COVID-19 Presents Opportunities For Producers To ‘Accelerate’ Energy Transition: Analysts

COVID-19 presents an opportunity for ‘Big Oil’ companies to accelerate their energy transition through mergers and acquisitions, says Gero Farruggio, head of global renewables at Rystad Energy AS.

“One of the drivers for Big Oil to get into renewables is actually to provide power to itself — to offset its own oil and gas use,” he told a recent Rystad webinar. “That’s one of the drivers for companies getting into this.”

In Canada, in its Q1 2020 release, though, Suncor Energy Inc. highlighted a significant reduction and deferral of 2020 economic investments, including the Oil Sands Base cogeneration facility and Forty Mile Wind Power Project.

Meanwhile, Enbridge Inc. is selling 49 per cent of its 50-per-cent interest in three early-stage French offshore wind farms to Canada Pension Plan (CPP) investments. Éolien Maritime France SAS will be sold to CPP Investments in return for a payment that includes a project promote and 49 per cent of all development capital spent by Enbridge since inception to the date of close. The total payment at close is anticipated to exceed $100 million.

However, Al Monaco, president and chief executive officer at Enbridge, said the transaction was purely about boosting the return on assets.

"We expect new entrants into the green industry will need to circumvent significant engineering, regulatory and operational knowledge gaps by buying brownfield assets," said Eoin Coyne, senior M&A analyst with Evaluate Energy. "Acquiring onstream renewable assets with existing and proven economics can de-risk an investment compared to entering at the greenfield level. It can also provide the chance to bring in new knowledge and service ecosystems — reducing the steepness of the knowledge curve."

According to Farruggio, 2020 commissioned renewable projects will be at best on par with 2019 figures, with pandemic impacts even more apparent next year due to delays in capital expenditures and other financial investment decisions, bringing about the first decline in annual renewable growth rates.
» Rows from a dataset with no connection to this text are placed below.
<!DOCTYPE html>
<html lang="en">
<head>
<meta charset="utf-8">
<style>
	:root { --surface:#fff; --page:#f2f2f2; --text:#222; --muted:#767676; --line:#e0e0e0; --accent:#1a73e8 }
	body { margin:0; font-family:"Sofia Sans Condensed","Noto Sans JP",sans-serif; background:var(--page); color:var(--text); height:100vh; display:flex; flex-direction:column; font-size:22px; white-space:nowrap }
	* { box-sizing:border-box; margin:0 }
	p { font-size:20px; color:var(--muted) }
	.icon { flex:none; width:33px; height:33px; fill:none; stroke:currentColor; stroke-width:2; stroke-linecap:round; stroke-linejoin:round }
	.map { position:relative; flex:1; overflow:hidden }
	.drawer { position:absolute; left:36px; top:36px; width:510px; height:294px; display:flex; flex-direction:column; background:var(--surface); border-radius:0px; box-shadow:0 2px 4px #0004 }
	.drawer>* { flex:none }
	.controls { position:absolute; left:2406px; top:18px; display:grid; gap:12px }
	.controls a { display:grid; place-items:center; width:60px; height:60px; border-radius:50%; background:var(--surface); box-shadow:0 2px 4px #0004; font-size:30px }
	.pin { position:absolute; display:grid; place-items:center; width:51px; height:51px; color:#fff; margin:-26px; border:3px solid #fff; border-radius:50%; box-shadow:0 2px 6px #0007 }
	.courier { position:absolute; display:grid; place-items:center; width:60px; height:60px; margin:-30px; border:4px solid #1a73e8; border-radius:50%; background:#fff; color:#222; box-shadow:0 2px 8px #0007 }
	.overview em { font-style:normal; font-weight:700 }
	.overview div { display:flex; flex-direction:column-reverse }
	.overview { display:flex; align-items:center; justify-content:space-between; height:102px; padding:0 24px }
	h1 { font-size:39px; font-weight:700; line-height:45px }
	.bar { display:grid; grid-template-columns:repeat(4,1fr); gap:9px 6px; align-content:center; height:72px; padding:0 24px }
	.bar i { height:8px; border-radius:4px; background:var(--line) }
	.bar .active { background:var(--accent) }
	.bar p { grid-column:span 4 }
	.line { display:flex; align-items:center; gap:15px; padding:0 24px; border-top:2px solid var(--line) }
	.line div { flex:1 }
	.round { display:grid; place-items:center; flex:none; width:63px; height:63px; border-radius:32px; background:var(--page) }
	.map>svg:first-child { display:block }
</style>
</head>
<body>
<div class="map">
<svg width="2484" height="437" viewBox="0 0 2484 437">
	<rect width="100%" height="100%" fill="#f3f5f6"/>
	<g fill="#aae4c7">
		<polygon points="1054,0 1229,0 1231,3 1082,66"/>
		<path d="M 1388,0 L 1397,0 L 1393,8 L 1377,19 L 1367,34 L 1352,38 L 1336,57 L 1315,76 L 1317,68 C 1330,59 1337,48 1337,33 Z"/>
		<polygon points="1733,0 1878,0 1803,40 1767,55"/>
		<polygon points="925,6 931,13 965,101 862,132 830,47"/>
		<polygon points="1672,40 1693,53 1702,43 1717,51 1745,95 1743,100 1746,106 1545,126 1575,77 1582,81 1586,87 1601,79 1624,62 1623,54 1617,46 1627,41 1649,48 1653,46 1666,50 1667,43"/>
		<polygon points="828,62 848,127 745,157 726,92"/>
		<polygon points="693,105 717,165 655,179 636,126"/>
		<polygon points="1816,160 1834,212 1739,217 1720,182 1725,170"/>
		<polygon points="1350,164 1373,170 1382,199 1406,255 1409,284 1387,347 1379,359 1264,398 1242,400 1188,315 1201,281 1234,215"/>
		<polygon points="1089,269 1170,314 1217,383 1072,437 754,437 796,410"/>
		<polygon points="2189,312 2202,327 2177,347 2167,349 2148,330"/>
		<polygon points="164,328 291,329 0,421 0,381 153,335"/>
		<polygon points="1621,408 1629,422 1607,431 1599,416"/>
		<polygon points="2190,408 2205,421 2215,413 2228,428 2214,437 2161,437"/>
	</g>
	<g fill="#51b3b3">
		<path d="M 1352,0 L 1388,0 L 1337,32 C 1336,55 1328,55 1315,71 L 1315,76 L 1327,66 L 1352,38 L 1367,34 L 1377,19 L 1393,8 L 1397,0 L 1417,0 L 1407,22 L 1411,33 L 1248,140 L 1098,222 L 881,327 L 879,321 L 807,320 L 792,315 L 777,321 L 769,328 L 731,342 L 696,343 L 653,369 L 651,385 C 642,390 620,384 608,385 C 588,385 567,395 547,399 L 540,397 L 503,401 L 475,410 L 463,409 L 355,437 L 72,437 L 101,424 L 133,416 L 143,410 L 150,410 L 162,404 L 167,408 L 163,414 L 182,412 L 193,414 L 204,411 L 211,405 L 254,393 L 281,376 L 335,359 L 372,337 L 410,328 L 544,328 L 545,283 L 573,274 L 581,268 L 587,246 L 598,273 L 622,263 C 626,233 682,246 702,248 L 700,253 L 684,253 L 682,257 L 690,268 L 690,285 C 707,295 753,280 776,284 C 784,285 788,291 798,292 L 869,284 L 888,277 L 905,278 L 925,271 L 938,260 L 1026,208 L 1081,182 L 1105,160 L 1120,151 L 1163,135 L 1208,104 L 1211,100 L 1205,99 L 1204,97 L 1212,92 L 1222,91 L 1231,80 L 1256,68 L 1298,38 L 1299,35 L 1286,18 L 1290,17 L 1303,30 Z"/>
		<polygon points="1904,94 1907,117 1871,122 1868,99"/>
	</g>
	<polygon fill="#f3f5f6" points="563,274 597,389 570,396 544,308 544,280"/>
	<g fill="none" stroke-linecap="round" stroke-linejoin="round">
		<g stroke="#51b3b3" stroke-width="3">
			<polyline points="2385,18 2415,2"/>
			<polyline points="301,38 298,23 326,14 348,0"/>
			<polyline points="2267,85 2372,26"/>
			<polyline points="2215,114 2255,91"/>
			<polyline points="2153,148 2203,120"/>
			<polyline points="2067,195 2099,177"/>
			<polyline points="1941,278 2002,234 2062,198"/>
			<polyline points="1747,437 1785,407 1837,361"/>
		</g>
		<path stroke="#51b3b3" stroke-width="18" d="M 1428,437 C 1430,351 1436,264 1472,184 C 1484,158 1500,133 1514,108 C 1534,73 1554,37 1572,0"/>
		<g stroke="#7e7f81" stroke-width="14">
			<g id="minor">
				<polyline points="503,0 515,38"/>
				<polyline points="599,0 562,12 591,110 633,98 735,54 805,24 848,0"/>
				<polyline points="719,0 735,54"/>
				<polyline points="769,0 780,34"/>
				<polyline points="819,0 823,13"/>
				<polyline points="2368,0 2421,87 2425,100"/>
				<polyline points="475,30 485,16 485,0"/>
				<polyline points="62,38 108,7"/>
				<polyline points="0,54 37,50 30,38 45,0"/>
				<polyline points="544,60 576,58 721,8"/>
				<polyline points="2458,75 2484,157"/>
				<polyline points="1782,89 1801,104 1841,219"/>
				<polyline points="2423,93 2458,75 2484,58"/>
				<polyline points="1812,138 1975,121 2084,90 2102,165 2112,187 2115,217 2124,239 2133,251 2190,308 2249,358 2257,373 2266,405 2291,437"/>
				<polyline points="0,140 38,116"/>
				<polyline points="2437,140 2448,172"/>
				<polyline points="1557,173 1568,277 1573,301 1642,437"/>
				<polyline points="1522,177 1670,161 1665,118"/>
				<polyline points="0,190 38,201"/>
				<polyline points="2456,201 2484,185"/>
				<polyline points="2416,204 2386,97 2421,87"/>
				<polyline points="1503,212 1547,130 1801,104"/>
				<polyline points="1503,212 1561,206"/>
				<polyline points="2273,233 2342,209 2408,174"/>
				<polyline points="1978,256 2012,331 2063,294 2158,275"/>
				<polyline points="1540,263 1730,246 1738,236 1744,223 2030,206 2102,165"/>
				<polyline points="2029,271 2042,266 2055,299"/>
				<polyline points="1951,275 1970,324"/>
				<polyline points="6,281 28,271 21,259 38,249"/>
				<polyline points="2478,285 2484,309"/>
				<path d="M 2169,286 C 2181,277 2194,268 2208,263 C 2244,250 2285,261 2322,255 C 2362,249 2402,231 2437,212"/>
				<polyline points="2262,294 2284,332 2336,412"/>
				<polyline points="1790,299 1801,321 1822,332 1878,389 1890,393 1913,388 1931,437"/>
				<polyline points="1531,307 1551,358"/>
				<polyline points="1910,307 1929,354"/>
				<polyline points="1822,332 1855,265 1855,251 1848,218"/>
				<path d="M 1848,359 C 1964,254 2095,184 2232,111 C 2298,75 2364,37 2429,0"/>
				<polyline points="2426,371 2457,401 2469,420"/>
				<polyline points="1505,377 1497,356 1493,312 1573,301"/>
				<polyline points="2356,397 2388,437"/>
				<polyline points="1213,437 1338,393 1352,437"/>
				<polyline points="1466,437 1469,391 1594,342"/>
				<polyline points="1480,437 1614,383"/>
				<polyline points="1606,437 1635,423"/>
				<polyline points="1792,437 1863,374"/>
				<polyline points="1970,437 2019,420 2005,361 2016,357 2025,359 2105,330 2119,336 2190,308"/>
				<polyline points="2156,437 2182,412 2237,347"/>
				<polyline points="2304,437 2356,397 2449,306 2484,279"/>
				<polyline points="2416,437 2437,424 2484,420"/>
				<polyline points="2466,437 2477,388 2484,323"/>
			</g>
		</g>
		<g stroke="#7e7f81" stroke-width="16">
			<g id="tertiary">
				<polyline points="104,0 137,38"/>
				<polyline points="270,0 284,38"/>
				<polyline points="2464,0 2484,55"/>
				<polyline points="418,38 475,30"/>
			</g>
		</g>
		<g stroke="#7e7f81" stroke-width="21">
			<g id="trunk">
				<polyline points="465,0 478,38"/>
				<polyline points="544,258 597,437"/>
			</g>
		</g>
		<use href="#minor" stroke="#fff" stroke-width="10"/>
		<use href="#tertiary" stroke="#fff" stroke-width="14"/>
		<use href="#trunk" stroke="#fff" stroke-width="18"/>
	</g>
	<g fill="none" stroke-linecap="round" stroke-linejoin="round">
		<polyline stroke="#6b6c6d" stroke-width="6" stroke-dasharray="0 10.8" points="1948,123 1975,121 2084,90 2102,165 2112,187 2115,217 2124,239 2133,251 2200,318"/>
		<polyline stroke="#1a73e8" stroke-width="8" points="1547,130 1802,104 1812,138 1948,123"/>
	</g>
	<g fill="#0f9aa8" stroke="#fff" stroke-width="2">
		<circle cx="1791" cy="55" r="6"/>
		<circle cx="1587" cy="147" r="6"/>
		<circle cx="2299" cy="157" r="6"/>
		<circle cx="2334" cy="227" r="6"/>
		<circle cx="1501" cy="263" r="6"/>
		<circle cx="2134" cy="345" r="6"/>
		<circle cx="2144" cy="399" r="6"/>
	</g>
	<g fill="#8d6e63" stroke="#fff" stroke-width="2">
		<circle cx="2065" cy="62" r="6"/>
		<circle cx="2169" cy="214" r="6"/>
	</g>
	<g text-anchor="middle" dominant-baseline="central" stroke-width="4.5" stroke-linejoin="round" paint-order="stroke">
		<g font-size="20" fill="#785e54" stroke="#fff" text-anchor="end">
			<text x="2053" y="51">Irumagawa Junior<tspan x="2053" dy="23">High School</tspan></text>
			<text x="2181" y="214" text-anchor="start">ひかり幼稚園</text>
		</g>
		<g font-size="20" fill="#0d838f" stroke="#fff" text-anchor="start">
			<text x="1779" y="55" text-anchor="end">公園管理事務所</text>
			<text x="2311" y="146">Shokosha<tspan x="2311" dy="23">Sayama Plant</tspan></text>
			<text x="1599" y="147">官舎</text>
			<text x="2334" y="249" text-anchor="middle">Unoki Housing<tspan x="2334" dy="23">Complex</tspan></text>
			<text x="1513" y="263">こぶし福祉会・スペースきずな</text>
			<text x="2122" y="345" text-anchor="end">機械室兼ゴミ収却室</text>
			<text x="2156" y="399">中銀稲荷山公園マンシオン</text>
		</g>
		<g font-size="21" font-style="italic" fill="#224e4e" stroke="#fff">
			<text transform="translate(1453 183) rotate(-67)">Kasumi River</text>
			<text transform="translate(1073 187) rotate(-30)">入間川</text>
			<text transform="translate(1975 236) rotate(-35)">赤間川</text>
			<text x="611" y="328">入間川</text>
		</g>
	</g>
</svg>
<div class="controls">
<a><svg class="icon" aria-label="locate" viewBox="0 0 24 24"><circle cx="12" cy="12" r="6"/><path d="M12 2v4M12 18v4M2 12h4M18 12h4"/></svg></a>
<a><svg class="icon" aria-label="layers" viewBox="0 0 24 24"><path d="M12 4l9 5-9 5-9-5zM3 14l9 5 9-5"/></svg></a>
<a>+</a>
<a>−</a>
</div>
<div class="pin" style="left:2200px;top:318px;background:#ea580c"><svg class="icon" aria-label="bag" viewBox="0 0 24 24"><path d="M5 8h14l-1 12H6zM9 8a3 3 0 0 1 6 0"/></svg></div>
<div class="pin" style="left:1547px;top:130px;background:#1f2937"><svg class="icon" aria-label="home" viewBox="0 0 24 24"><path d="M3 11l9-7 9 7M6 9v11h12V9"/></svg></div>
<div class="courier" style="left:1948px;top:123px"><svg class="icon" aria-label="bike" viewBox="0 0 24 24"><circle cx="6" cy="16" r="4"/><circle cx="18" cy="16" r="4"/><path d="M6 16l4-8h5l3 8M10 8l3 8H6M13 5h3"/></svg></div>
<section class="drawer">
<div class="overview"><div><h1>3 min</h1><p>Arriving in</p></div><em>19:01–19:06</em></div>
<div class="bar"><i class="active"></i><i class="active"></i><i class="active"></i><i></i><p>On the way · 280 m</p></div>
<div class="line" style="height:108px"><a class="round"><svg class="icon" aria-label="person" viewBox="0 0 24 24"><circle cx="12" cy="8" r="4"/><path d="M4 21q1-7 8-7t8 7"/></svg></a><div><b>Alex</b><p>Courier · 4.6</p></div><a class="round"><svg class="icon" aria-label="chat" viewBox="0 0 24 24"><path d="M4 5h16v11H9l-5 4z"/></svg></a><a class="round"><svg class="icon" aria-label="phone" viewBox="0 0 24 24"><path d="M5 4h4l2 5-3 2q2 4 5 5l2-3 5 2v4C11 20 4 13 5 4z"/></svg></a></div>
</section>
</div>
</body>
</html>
“Like most industries, COVID is creating a number of distressed sellers, reducing acquisition costs for assets and companies, and it presents an opportunity for Big Oil to accelerate its transition.”

Tom Heggarty, senior analyst of power and renewables at Wood Mackenzie Ltd., told a separate recent webinar that the renewables business is competitive, and it can be very difficult for new entrants to gain a foothold in the industry. Therefore, he said, the way oil and gas majors will grow scale is through M&A activity.

“There are a lot of opportunities out there for them to grow their portfolios quite materially through M&A, but that will involve spending a lot more than they have done so far in the industry.

“Having that scale opens up opportunities. And so, having scale and diversity across different technologies and across different geographies allows you to do all sorts of interesting things in terms of packaging up the power you’re producing and selling it to multinational corporations, for example.”

A majority of major oil companies have committed to emissions reductions, noted Farruggio, with BP plc and Royal Dutch Shell plc having signed up for the Energy Transition Commission — a coalition of organizations lobbying governments on green stimulus towards a net zero emissions economy, which includes accelerating the transition off fossil fuels and unleashing a massive investment into renewables.

Binnu Jeyakumar, clean energy director at the Pembina Institute, recently told the DOB that COVID-19 and low crude prices present a good opportunity to highlight the diversification oil and gas can achieve through the renewable sector, which he sees as a more stable market. He said: “It is a way for [companies] to diversify the products they put out and a way for them to secure their own investments, and also to continue to contribute to their carbon goals.”